Is this role right for you? In this role you will:
- Incident and Problem Management: Participate in incident response, root cause analysis, and problem resolution processes. Drive proactive identification of potential issues and implement preventative measures.
- Automation and Tooling: Utilize scripting languages (preferably Python) and automation tools to streamline operational tasks, improve efficiency, and reduce manual intervention. Utilize modern toolsets, including AI, to solve recurring problems for the bank.
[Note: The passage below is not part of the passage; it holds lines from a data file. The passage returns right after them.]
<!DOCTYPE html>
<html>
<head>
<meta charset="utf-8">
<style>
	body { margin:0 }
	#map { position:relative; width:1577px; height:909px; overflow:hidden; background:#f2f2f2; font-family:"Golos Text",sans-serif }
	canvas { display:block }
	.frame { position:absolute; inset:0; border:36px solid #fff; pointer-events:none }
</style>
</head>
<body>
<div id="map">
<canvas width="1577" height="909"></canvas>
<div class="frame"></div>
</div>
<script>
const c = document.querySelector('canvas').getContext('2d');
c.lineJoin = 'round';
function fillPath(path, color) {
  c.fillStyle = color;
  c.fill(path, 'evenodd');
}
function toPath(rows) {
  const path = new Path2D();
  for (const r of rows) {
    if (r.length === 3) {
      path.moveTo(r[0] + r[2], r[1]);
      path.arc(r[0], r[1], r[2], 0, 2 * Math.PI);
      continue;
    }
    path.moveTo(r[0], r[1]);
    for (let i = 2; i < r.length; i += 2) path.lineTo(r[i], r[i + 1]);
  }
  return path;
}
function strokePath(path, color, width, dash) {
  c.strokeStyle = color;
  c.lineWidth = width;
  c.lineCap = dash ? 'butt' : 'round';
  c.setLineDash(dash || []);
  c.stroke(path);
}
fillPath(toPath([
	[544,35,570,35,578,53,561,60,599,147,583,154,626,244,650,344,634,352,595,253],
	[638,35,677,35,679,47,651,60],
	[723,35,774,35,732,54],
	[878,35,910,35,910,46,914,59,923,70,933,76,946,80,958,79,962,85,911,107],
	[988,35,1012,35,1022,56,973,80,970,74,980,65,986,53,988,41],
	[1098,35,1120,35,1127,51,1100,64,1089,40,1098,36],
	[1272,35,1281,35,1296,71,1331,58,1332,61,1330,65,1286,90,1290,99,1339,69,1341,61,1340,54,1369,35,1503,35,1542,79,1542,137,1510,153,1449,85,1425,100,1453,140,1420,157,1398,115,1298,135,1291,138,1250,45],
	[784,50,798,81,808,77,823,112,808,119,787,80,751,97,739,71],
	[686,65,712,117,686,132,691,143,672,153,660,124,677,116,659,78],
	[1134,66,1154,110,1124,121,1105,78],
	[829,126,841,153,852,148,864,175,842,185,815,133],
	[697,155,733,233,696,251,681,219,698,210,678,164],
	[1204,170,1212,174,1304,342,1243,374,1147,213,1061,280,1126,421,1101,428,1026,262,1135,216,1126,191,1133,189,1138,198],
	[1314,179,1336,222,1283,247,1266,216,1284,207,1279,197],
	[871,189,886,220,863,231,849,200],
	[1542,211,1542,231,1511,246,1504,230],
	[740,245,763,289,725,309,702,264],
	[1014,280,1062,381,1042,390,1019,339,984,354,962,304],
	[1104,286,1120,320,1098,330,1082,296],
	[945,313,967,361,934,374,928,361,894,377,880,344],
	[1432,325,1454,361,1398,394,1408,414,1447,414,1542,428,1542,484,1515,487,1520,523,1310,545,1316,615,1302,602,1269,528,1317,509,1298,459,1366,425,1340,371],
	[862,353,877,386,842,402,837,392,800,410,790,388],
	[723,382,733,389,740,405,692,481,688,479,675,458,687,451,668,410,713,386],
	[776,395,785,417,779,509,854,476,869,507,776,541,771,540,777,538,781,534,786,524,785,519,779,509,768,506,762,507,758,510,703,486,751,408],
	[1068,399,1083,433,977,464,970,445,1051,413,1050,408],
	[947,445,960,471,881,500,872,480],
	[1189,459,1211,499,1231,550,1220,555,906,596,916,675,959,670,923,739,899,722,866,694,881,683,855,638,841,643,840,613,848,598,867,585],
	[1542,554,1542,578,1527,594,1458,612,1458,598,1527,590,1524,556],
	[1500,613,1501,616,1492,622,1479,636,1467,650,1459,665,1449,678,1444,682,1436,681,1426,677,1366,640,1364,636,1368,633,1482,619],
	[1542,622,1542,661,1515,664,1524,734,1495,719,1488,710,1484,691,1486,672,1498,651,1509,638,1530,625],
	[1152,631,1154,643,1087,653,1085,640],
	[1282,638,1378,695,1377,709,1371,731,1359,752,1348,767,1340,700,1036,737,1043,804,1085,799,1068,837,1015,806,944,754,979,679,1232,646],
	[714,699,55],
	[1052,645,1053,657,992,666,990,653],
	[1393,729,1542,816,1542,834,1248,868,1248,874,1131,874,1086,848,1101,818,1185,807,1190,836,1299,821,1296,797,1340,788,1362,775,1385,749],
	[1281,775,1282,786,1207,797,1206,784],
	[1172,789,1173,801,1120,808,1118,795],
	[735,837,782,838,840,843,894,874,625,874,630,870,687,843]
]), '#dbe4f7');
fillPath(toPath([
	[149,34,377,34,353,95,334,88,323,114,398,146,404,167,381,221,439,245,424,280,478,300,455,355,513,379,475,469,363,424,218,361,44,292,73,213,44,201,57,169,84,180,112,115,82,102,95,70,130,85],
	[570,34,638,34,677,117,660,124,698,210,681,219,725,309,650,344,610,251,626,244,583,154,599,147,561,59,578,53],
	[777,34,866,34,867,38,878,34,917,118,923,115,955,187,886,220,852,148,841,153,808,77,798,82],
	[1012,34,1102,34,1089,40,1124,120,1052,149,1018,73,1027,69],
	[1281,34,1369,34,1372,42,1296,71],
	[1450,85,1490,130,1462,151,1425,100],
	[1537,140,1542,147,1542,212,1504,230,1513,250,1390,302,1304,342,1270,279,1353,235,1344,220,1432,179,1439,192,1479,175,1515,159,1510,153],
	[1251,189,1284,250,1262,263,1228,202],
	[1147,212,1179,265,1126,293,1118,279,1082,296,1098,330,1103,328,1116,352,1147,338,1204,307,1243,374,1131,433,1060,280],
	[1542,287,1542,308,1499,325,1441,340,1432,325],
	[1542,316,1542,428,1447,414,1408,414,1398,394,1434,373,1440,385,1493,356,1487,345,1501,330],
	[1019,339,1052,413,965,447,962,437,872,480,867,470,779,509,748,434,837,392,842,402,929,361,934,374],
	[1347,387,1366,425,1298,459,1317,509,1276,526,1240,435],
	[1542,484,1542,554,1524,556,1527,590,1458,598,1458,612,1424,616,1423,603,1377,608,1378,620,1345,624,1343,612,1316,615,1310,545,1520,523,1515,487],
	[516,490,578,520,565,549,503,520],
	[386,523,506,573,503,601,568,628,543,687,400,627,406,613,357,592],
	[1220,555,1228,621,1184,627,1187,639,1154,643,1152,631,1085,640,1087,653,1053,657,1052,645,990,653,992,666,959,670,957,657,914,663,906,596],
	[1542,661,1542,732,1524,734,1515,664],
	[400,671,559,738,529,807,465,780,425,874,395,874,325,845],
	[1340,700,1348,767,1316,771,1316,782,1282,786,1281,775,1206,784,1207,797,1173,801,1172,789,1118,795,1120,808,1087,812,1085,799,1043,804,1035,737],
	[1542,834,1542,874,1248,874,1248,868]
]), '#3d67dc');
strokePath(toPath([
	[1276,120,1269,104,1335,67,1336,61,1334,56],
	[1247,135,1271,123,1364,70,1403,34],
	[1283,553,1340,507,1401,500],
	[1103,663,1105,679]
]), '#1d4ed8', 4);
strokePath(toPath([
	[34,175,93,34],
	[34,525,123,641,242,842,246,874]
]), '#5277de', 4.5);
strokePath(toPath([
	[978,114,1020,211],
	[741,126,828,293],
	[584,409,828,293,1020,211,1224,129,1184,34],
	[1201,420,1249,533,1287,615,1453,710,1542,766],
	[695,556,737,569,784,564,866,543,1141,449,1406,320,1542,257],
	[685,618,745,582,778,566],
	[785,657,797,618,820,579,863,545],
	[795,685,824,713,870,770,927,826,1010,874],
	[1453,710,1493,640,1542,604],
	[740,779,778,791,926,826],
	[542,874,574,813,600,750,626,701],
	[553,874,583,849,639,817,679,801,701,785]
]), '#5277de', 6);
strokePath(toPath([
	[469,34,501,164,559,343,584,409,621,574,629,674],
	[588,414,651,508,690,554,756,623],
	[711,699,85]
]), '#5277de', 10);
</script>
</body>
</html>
- Monitoring and Observability: Develop and maintain comprehensive monitoring and alerting solutions to proactively identify and address potential issues before they impact users. Leverage observability tools for setting up advanced warning to improve system reliability.
- Resilience Architecture Governance: Participate in the review and governance of system architectures to ensure they meet defined reliability, availability, and scalability requirements. Contribute to the design and implementation of resilient solutions.
- Capacity Planning and Performance Optimization: Participate in capacity planning activities and contribute to the identification and implementation of performance optimization strategies.
- Change Management: Participate in the change management process, ensuring changes are implemented with minimal risk and disruption to services.
- Documentation and Knowledge Sharing: Create and maintain clear and concise documentation for processes, procedures, and troubleshooting guides. Actively share knowledge with the team.
- Collaboration and Communication: Effectively communicate technical issues and solutions to both technical and non-technical stakeholders. Collaborate effectively with crossfunctional teams.
- Continuous Improvement: Identify opportunities for process and system improvements and actively contribute to their implementation.
- ITSM Governance and Compliance: Adhere to and contribute to the development and enforcement of IT Service Management (ITSM) policies and procedures, ensuring alignment with industry best practices (ITIL).
Skills Do you have the skills that will enable you to succeed in this role? We'd love to work with you if you have:
- Strong communication and interpersonal skills. Experience driving incident resolution through bridge calls and leading root cause analysis with technology partners.
- Bachelor's degree in Computer Science, Engineering, or a related field.
- Minimum of 2-5 years of experience in SRE or IT operations or engineering role.
- Strong knowledge with SRE practices and ITIL service delivery methodology.
- ITIL certification (ITIL Foundation or higher). Good understanding of IT Service Management (ITSM) principles and best practices.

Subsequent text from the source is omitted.